1Prima la delegazione fu ricevuta dai Presidenti del Senato e della Camera, Maria Elisabetta Alberti Casellati e Roberto Fico. Poi anche dal Presidente Sergio Mattarella. Fu una visita storica, era il 20 novembre 2019. L’occasione fu per il trentennale dell’approvazione della Convenzione sui diritti dell’infanzia e dell’adolescenza, da parte dell’Assemblea Generale dell’Onu. La delegazione era composta soprattutto da bambini e da ragazzi che papà definiva i “veri protagonisti dell’evento”. Con loro c’erano gli Ambasciatori Samantha Cristoforetti e Michele Affidato, i membri del Consiglio direttivo Anna Miccoli, Patrizia Surace e Matteo De Mitri, il Direttore generale Paolo Rozera e il Portavoce Andrea Iacomini. Mattarella volle ascoltare proprio la voce dei ragazzi e invitò i rappresentanti dell’Unicef a non abbassare mai il livello di guardia nella tutela dei minori, soprattutto di quanti appartengono a minoranze, di coloro i quali necessitano di specifica protezione e sostegno per situazioni di vita o condizioni fisiche»

-Insomma, fu una giornata indimenticabile.
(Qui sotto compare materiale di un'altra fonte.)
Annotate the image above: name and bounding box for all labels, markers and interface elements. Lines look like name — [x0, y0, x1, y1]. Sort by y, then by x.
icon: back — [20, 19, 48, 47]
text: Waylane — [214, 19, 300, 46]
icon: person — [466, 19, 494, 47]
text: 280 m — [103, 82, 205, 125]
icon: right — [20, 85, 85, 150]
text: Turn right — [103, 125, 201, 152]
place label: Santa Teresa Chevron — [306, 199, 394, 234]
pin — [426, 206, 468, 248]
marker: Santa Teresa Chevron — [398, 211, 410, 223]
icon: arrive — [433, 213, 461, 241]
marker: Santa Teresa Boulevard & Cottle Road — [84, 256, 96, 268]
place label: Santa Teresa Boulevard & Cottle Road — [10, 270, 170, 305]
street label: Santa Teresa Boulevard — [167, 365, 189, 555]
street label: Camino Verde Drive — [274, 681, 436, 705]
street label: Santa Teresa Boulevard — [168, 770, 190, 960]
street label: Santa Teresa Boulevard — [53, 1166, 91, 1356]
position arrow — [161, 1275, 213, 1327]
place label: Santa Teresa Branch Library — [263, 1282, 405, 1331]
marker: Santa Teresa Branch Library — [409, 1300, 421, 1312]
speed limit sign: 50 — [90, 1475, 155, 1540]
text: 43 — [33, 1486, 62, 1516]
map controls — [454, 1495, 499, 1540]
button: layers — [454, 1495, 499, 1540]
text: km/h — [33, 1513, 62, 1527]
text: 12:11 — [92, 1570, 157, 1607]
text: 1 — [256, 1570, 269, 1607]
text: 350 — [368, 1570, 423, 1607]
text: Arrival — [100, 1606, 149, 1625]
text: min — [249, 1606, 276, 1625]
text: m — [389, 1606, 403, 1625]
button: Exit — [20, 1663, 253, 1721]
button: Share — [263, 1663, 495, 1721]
E altri eventi significativamente importanti?

«Un grande evento fu lo spettacolo teatrale “Processo a Pinocchio” che venne portato in scena nel maggio 2019 nella solenne cornice della Aula della Camera dei Deputati. Un inedito assoluto: era la prima volta di uno spettacolo di giovanissimi attori nel tempio sacro della politica a Montecitorio. Sugli scranni dove siedono i parlamentari c’erano i bambini di alcune scuole romane, campane e calabresi. Ovviamente presenti il presidente della Camera di allora Roberto Fico e la vicepresidente Mara Carfagna, oltre a pochi deputati e autorità.  Si trattava sostanzialmente di una rilettura ben riuscita della favola di Collodi alla luce dei diritti dei bambini e degli adolescenti dei nostri tempi. L’ evento straordinario, fortemente voluto da mio padre, venne trasmesso in diretta su Rai3 a cura di Rai Parlamento». 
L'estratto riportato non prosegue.